▶ [What the task requires]: From the records, return each line that has the word "limit" in it.

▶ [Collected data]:
_ _ _ _

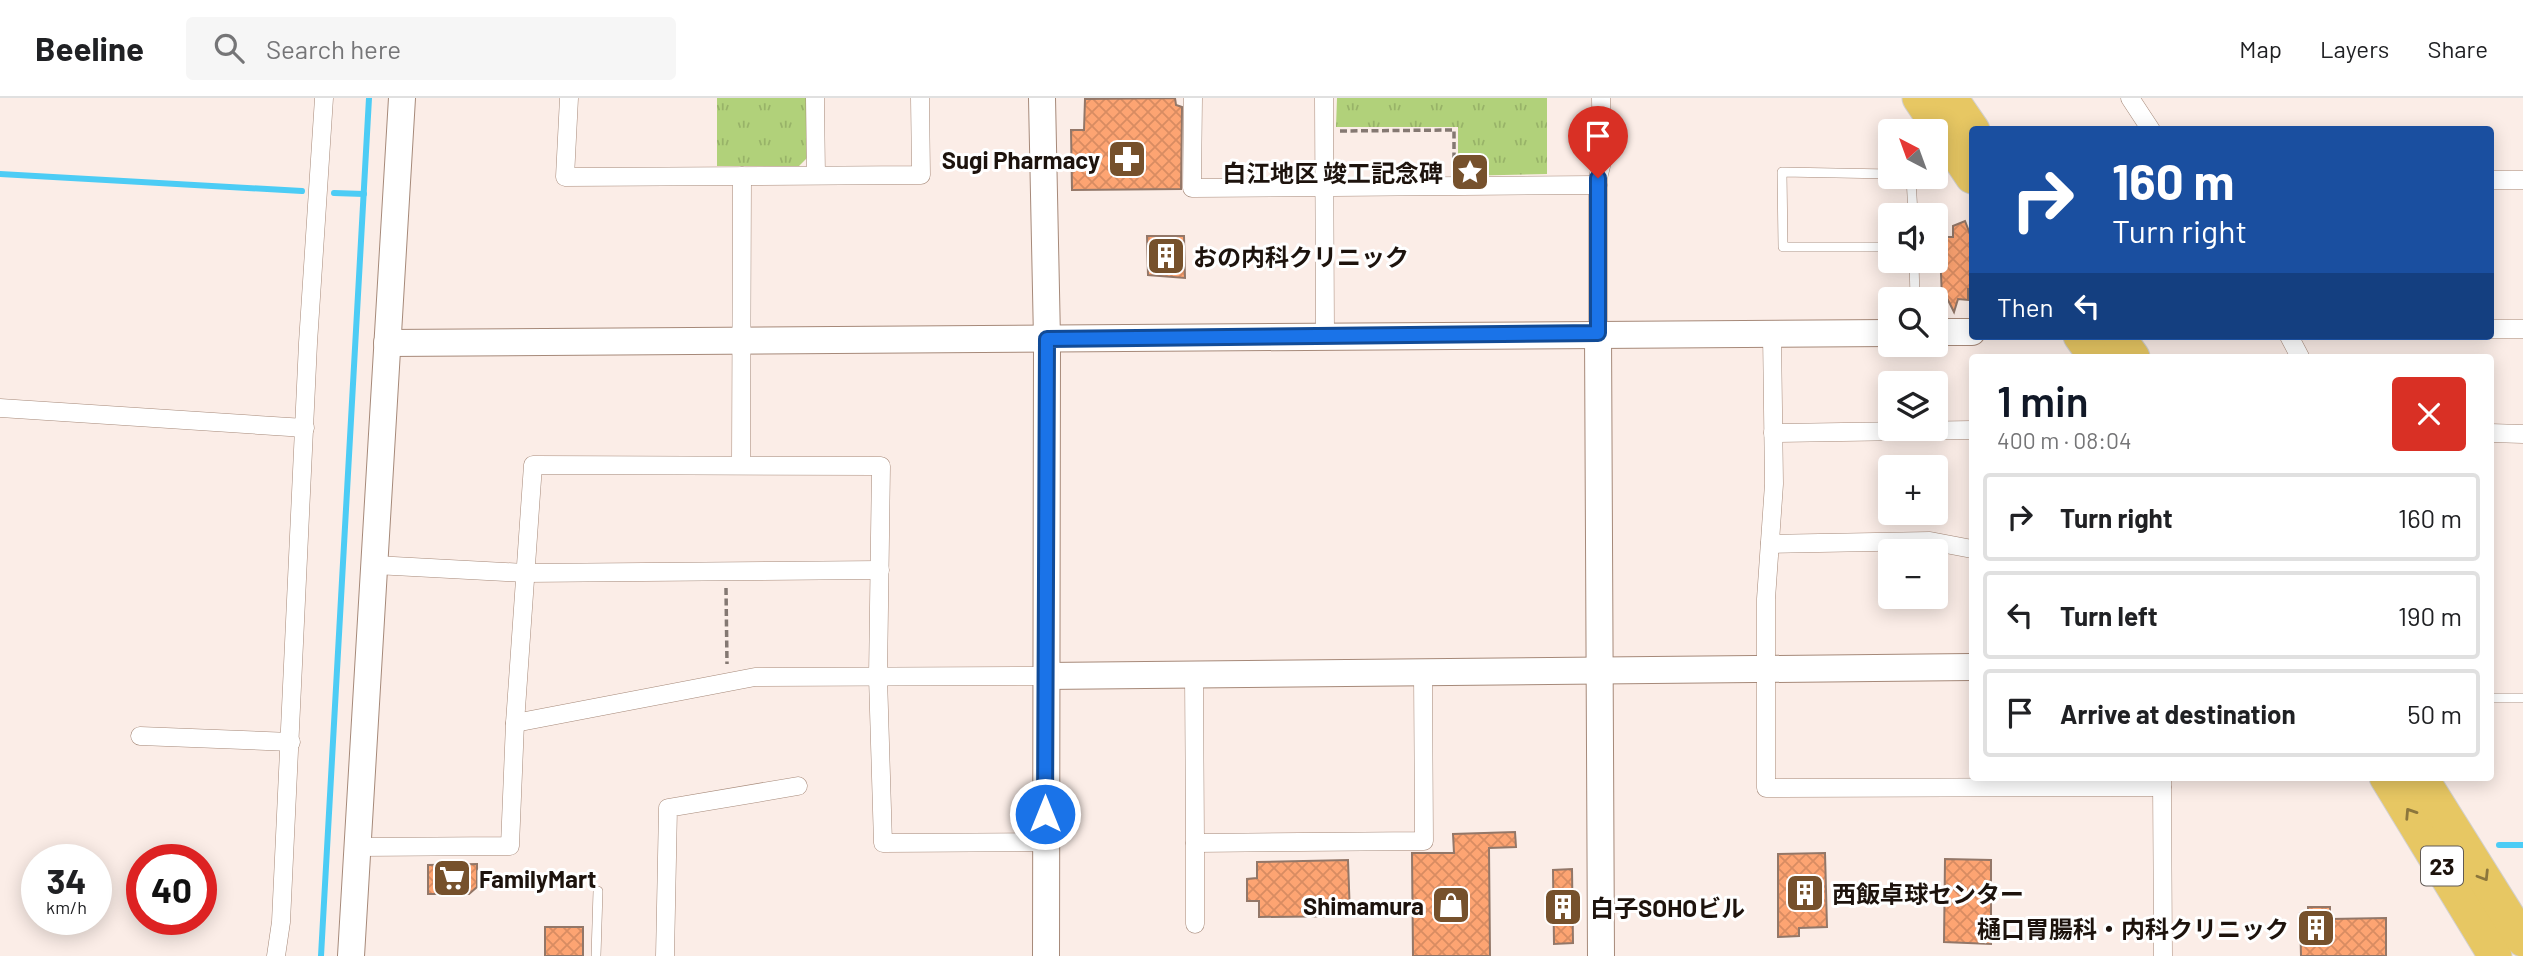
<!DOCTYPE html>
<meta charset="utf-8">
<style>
body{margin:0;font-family:Barlow,"Noto Sans JP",sans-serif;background:#f6f6f6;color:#202124;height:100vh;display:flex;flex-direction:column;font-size:26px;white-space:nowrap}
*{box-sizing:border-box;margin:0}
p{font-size:23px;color:#757577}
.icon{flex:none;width:38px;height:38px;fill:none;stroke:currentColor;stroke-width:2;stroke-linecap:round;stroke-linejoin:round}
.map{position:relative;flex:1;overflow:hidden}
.drawer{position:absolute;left:1969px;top:256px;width:525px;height:427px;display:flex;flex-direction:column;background:#fff;border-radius:7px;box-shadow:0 4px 18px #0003}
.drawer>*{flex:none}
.guide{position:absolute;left:1969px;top:28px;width:525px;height:214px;border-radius:7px;box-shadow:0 4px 18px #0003;background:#1a4fa0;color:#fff;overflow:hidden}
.needle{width:46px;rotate:319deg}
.fabs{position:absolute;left:1878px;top:21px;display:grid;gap:14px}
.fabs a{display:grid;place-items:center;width:70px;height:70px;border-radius:7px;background:#fff;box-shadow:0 4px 18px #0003;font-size:35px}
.speed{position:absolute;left:21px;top:746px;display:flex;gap:14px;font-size:35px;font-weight:700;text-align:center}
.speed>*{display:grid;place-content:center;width:91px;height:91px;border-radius:50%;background:#fff;box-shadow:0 4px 18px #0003;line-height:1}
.speed small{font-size:18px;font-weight:400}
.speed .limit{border:10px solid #d22;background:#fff;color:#111}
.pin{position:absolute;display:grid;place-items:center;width:60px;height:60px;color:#fff;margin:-72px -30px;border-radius:50% 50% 50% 0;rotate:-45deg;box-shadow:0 0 7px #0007}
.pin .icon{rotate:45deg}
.me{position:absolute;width:77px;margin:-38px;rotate:0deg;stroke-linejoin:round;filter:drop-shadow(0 0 5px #0008)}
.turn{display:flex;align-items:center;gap:24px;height:147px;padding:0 28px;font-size:32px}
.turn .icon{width:91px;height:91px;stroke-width:2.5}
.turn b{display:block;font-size:49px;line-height:60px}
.then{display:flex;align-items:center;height:66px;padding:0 28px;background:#0003;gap:14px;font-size:26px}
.round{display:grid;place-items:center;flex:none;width:74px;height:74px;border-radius:7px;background:#f6f6f6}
.headline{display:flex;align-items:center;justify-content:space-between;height:119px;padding:0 28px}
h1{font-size:42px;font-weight:600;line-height:52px;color:#111827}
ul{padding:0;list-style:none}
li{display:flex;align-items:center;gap:21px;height:88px;margin:0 14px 10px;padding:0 14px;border:4px solid #e0e0e0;border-radius:7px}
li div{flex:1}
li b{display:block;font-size:26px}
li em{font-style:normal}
header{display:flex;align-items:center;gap:42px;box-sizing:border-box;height:98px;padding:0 35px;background:#fff;border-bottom:2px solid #e0e0e0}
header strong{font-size:33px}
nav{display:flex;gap:38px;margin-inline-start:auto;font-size:24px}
.search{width:490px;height:63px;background:#f6f6f6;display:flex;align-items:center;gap:18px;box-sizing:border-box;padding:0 24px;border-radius:7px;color:#757577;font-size:26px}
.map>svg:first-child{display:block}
.park{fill:url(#park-tufts)}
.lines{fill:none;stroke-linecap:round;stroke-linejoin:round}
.stream{stroke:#4cccf5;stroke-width:6}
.building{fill:url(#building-cross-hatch);stroke:#937768;stroke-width:2}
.lane-casing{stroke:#a68979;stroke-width:10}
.street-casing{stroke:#a68979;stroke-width:19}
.secondary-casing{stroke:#a68979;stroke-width:28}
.highway-casing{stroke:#d2d0cf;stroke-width:35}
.path{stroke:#847872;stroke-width:3.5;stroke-dasharray:7 3.5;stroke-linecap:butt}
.lane{stroke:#fff;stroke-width:9}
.street{stroke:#fff;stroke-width:18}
.secondary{stroke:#fff;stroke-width:26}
.highway{stroke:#e7c763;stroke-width:33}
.oneway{stroke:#8c763c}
.route-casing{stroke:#114b97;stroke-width:18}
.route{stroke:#1a73e8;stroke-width:12}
.labels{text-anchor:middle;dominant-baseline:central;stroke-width:6;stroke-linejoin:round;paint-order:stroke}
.shield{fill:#fff;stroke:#615a56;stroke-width:2}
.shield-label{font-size:23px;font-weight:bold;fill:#1d130d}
.poi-label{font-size:24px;font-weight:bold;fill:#1d130d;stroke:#fff;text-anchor:end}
</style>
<header>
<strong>Beeline</strong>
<div class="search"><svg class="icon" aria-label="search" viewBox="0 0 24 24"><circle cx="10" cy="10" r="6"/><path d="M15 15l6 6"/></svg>Search here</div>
<nav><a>Map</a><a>Layers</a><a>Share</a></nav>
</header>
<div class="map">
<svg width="2523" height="858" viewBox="0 0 2523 858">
<defs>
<pattern id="park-tufts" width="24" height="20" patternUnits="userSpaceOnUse" patternTransform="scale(1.75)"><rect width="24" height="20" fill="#b1d17a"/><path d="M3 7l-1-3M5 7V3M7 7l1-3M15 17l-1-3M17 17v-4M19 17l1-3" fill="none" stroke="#98b368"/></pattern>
<pattern id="building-cross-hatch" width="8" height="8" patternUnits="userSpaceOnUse" patternTransform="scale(1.75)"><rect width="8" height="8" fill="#fda472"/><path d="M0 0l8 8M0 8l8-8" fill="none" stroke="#d88c62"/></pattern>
</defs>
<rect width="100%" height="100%" fill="#fbede7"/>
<g class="park">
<path d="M717 0H806L807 60 799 68H717Z"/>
<path d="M1337 0H1547V76L1458 78V29H1336Z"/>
</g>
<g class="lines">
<g class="stream">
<path d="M0 76 302 93"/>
<path d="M334 95 364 96"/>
<path d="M2499 747H2523"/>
<path d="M321 858 369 0"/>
</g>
</g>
<g class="building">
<path d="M1175 0 1176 7 1182 9 1181 91 1072 92 1071 32H1084L1085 1Z"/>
<path d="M1965 123 1972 141V191H1968V202L1958 201 1954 214 1947 200H1942L1940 152H1944L1943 139H1953V128Z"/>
<path d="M1147 138H1184L1185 180 1148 177Z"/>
<path d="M1515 734 1516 749 1489 750 1490 858H1413L1412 755H1454L1453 736Z"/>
<path d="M1825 755 1827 829 1799 830V838L1778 839V756Z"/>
<path d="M1945 761 1991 762V846L1944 844Z"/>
<path d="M1348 762 1350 818 1259 819V803H1247V781L1257 780V764Z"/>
<path d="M477 766V789L469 796H428V767Z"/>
<path d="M1572 771 1573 845 1554 846 1553 772Z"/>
<path d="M2308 809H2330V821L2386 820V858H2301L2300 815H2308Z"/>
<rect x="545" y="829" width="38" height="29"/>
</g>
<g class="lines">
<defs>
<g id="lane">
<path d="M1890 76 1782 74 1783 149H1890"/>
<path d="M1911 79 1913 117"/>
<path d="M1914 163 1915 201"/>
<path d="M2490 600H2523"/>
<path d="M596 858 598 793"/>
</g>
<g id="street">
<path d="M569 0 565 79 921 77 920 0"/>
<path d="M815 0 816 77"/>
<path d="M1193 0 1192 90 1598 87"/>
<path d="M1324 0 1325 238"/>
<path d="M2130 0 2151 32"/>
<path d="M2490 82H2523"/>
<path d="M2490 231H2523"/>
<path d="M1598 235V80L1602 64 1601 0"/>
<path d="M1772 236 1774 386 1766 501V690L2162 689"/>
<path d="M2289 238 2300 259"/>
<path d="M0 310 305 330"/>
<path d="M1773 335 1972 332"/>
<path d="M2490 335 2523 336"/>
<path d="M741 366 742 78"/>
<path d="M1770 446 1930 443 1972 451"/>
<path d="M375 467 525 475 880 472"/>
<path d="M1194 575 1195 745 1424 743 1423 574"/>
<path d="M515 625 755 579 1045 578"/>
<path d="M140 638 291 644"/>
<path d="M2162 680 2163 858"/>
<path d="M358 749 510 748 515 625 533 367 881 368 878 579 883 745 1045 744"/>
<path d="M1195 826V745"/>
<path d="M276 858 281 824 308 245 324 0"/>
<path d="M665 858 668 710 798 688"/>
</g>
<g id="secondary">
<path d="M1042 0 1047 241 1046 858"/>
<path d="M1936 234H1972"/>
<path d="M1598 235 1601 858"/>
<path d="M387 245 1890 235"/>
<path d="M1045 578 1972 569"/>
<path d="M351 858 402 0"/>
</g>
<g id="highway">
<path d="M1919 0 1972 79"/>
<path d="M1951 0 1973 32"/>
<path d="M2080 238 2095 259"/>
<path d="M2118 238 2133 259"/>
<path d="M2386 679 2495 858"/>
<path d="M2421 679 2523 842"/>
</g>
</defs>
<use href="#lane" class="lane-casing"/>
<use href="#street" class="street-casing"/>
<use href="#secondary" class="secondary-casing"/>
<use href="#highway" class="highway-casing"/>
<g class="path">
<path d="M1340 33 1454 32V72"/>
<path d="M726 490 727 566"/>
</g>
<use href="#lane" class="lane"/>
<use href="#street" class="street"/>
<use href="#secondary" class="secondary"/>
<use href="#highway" class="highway"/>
</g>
<defs><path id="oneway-chevron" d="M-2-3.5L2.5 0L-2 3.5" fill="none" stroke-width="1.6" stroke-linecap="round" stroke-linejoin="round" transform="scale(1.75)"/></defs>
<g class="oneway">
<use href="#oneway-chevron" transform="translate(2410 715) rotate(-123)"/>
<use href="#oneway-chevron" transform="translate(2484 778) rotate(58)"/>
</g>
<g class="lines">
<defs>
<path id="route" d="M1045 716 1047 241 1598 235V80"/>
</defs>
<use href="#route" class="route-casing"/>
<use href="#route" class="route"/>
</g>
<defs>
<symbol id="pharmacy-square" viewBox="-11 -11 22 22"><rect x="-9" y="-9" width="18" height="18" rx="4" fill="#76512c" stroke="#fff"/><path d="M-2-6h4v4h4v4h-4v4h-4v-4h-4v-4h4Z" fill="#fff"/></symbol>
<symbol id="sight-square" viewBox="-11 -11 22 22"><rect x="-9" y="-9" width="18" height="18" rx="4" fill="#76512c" stroke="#fff"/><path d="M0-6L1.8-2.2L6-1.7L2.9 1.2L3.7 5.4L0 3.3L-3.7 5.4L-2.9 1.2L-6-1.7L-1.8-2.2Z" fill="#fff"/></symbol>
<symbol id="building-square" viewBox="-11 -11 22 22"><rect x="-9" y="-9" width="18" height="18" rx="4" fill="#76512c" stroke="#fff"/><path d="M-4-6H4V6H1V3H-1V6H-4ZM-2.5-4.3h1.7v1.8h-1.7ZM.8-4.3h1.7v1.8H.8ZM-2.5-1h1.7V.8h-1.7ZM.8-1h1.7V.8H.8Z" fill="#fff"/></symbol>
<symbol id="supermarket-square" viewBox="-11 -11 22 22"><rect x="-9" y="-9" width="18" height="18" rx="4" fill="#76512c" stroke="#fff"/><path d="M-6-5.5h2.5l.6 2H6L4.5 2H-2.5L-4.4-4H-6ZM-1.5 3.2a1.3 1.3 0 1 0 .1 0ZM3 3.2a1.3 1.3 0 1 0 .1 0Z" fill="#fff"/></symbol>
<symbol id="shop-square" viewBox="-11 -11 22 22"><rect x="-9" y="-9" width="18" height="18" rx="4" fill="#76512c" stroke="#fff"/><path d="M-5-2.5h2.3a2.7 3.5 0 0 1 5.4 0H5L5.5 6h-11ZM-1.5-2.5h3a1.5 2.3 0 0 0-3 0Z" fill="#fff"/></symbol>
</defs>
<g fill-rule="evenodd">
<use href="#pharmacy-square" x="1105" y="39" width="44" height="44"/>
<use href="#sight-square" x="1448" y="52" width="44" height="44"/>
<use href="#building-square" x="1144" y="136" width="44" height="44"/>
<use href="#supermarket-square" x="430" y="758" width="44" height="44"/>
<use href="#building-square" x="1783" y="773" width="44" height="44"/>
<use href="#shop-square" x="1429" y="785" width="44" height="44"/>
<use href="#building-square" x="1541" y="787" width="44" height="44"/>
<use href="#building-square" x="2294" y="808" width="44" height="44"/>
</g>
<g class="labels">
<rect class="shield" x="2421" y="748.5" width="42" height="39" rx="5"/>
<g class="shield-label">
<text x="2442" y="768">23</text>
</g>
<g class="poi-label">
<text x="1100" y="61">Sugi Pharmacy</text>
<text x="1443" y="74">白江地区 竣工記念碑</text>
<text x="1193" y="158" text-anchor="start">おの内科クリニック</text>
<text x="479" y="780" text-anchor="start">FamilyMart</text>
<text x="1832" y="795" text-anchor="start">西飯卓球センター</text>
<text x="1424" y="807">Shimamura</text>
<text x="1590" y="809" text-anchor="start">白子SOHOビル</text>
<text x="2289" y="830">樋口胃腸科・内科クリニック</text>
</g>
</g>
</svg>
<div class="fabs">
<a><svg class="needle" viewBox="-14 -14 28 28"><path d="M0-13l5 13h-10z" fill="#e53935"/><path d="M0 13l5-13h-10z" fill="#757577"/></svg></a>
<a><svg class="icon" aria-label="sound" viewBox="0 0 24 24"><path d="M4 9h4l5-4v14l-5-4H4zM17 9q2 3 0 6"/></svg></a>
<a><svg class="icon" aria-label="search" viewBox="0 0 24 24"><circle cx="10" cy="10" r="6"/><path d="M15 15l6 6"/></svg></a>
<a><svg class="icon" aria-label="layers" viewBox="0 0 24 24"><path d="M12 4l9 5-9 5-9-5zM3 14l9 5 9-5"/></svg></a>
<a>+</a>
<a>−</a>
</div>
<div class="speed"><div>34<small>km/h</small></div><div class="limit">40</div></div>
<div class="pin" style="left:1598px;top:80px;background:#d93025"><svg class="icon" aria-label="arrive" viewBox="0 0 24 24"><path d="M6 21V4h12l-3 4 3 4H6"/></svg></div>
<svg class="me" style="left:1045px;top:716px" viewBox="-20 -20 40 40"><circle r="17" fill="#1a73e8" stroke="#fff" stroke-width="3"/><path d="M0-11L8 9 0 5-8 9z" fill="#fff"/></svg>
<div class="guide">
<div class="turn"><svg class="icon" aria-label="right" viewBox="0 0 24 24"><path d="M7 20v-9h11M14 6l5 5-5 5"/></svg><div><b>160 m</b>Turn right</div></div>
<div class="then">Then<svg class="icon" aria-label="left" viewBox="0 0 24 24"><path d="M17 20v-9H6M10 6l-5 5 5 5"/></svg></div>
</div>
<section class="drawer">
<div class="headline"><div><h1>1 min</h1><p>400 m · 08:04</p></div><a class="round" style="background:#d93025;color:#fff"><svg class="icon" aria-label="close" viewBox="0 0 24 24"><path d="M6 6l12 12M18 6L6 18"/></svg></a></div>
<ul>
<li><svg class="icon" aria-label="right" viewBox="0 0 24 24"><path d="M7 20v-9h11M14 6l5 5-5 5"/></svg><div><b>Turn right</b></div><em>160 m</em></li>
<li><svg class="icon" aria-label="left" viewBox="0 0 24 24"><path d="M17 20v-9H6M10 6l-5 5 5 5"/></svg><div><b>Turn left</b></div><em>190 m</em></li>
<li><svg class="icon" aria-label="arrive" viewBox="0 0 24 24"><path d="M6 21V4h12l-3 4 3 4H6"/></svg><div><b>Arrive at destination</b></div><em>50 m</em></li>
</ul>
</section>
</div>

_ _ _ _

▶ [Solution]:
.speed .limit{border:10px solid #d22;background:#fff;color:#111}
<div class="speed"><div>34<small>km/h</small></div><div class="limit">40</div></div>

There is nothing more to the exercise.